++++ Source material
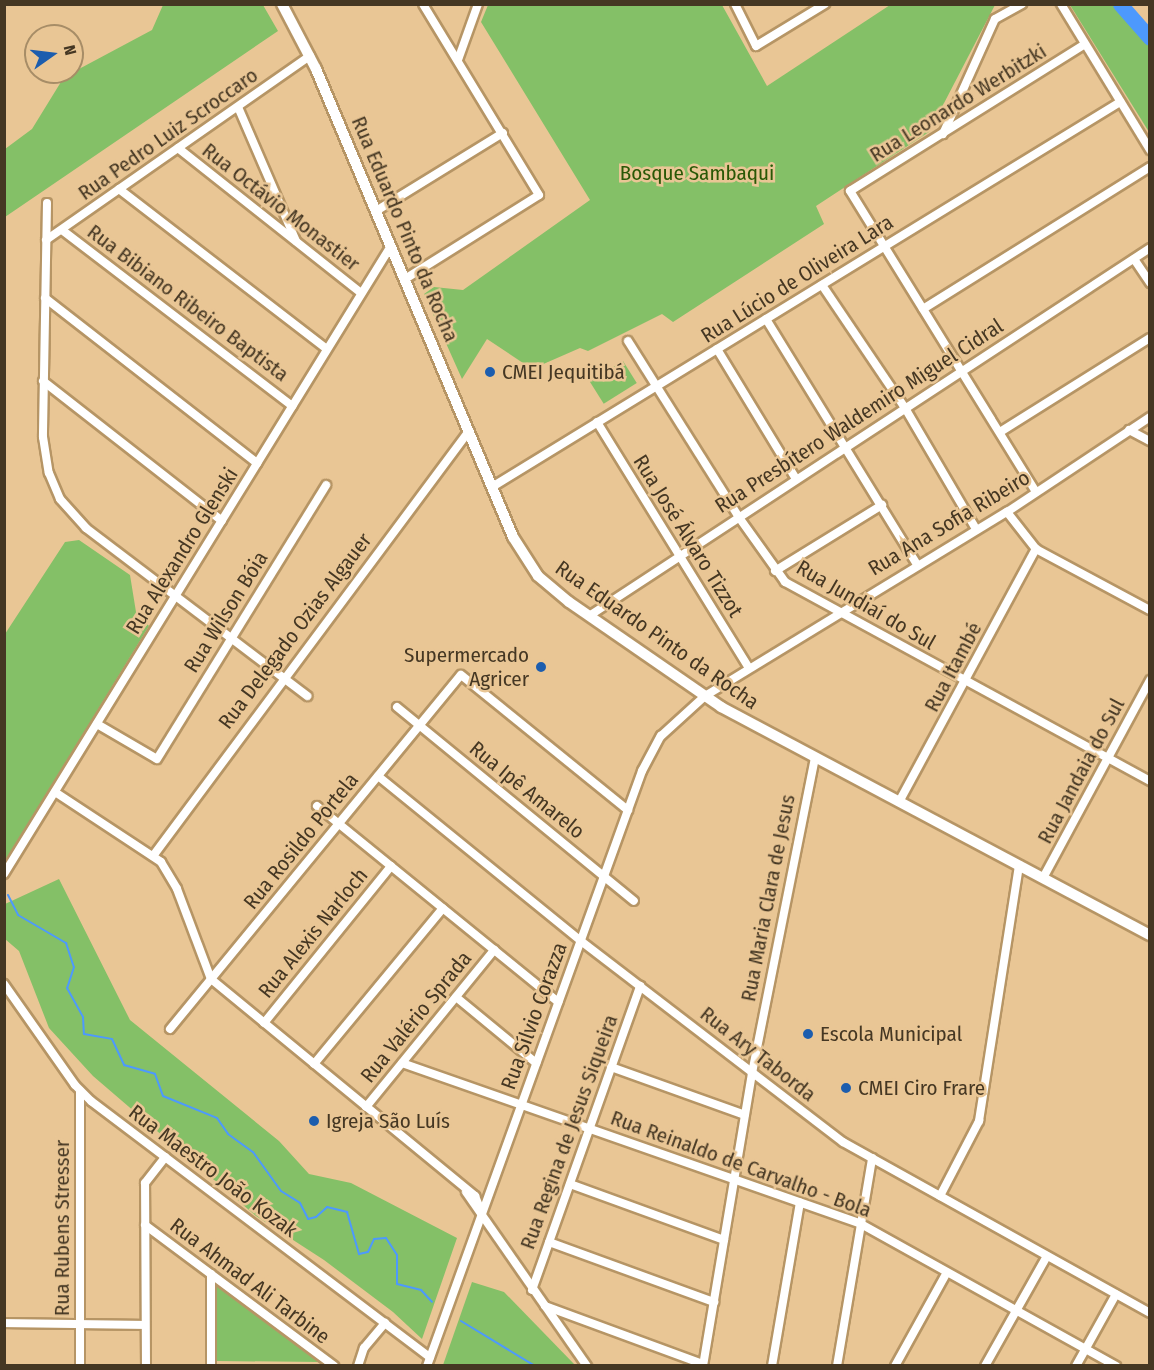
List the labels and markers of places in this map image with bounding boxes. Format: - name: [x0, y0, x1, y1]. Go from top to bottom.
- place label: CMEI Jequitibá: [502, 359, 625, 385]
- marker: CMEI Jequitibá: [483, 365, 497, 379]
- place label: Supermercado Agricer: [404, 642, 529, 692]
- marker: Supermercado Agricer: [534, 660, 548, 674]
- place label: Escola Municipal: [820, 1021, 962, 1047]
- marker: Escola Municipal: [801, 1027, 815, 1041]
- place label: CMEI Ciro Frare: [858, 1075, 985, 1101]
- marker: CMEI Ciro Frare: [839, 1081, 853, 1095]
- place label: Igreja São Luís: [326, 1108, 450, 1134]
- marker: Igreja São Luís: [307, 1114, 321, 1128]

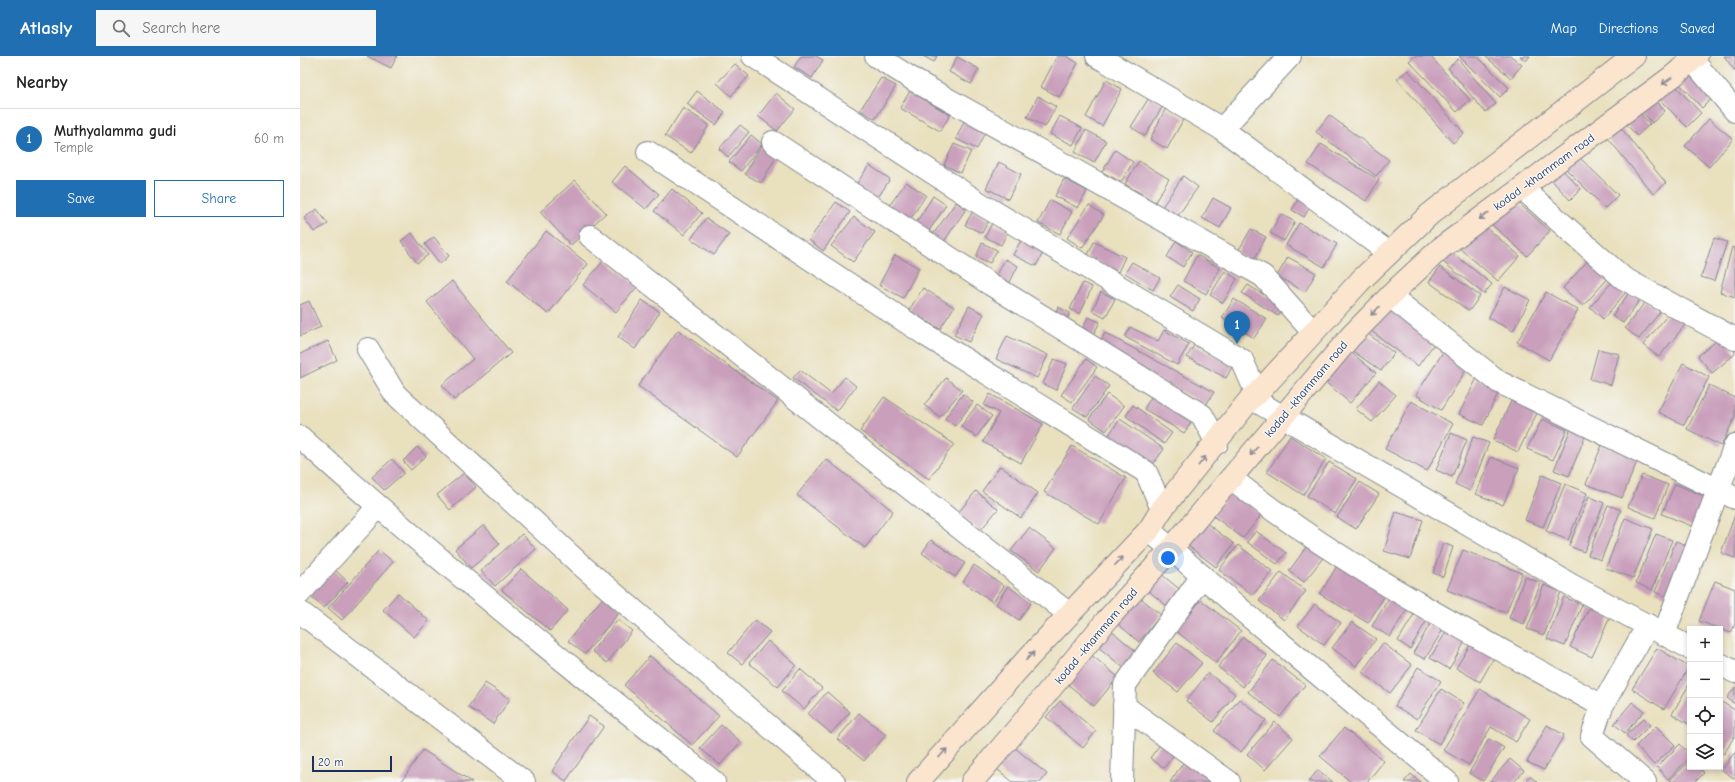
++++++++
### Task directions
The entries above are to be reproduced exactly, with the pictures dropped.

### Reply to the exercise
List the labels and markers of places in this map image with bounding boxes. Format: - name: [x0, y0, x1, y1]. Go from top to bottom.
- place label: CMEI Jequitibá: [502, 359, 625, 385]
- marker: CMEI Jequitibá: [483, 365, 497, 379]
- place label: Supermercado Agricer: [404, 642, 529, 692]
- marker: Supermercado Agricer: [534, 660, 548, 674]
- place label: Escola Municipal: [820, 1021, 962, 1047]
- marker: Escola Municipal: [801, 1027, 815, 1041]
- place label: CMEI Ciro Frare: [858, 1075, 985, 1101]
- marker: CMEI Ciro Frare: [839, 1081, 853, 1095]
- place label: Igreja São Luís: [326, 1108, 450, 1134]
- marker: Igreja São Luís: [307, 1114, 321, 1128]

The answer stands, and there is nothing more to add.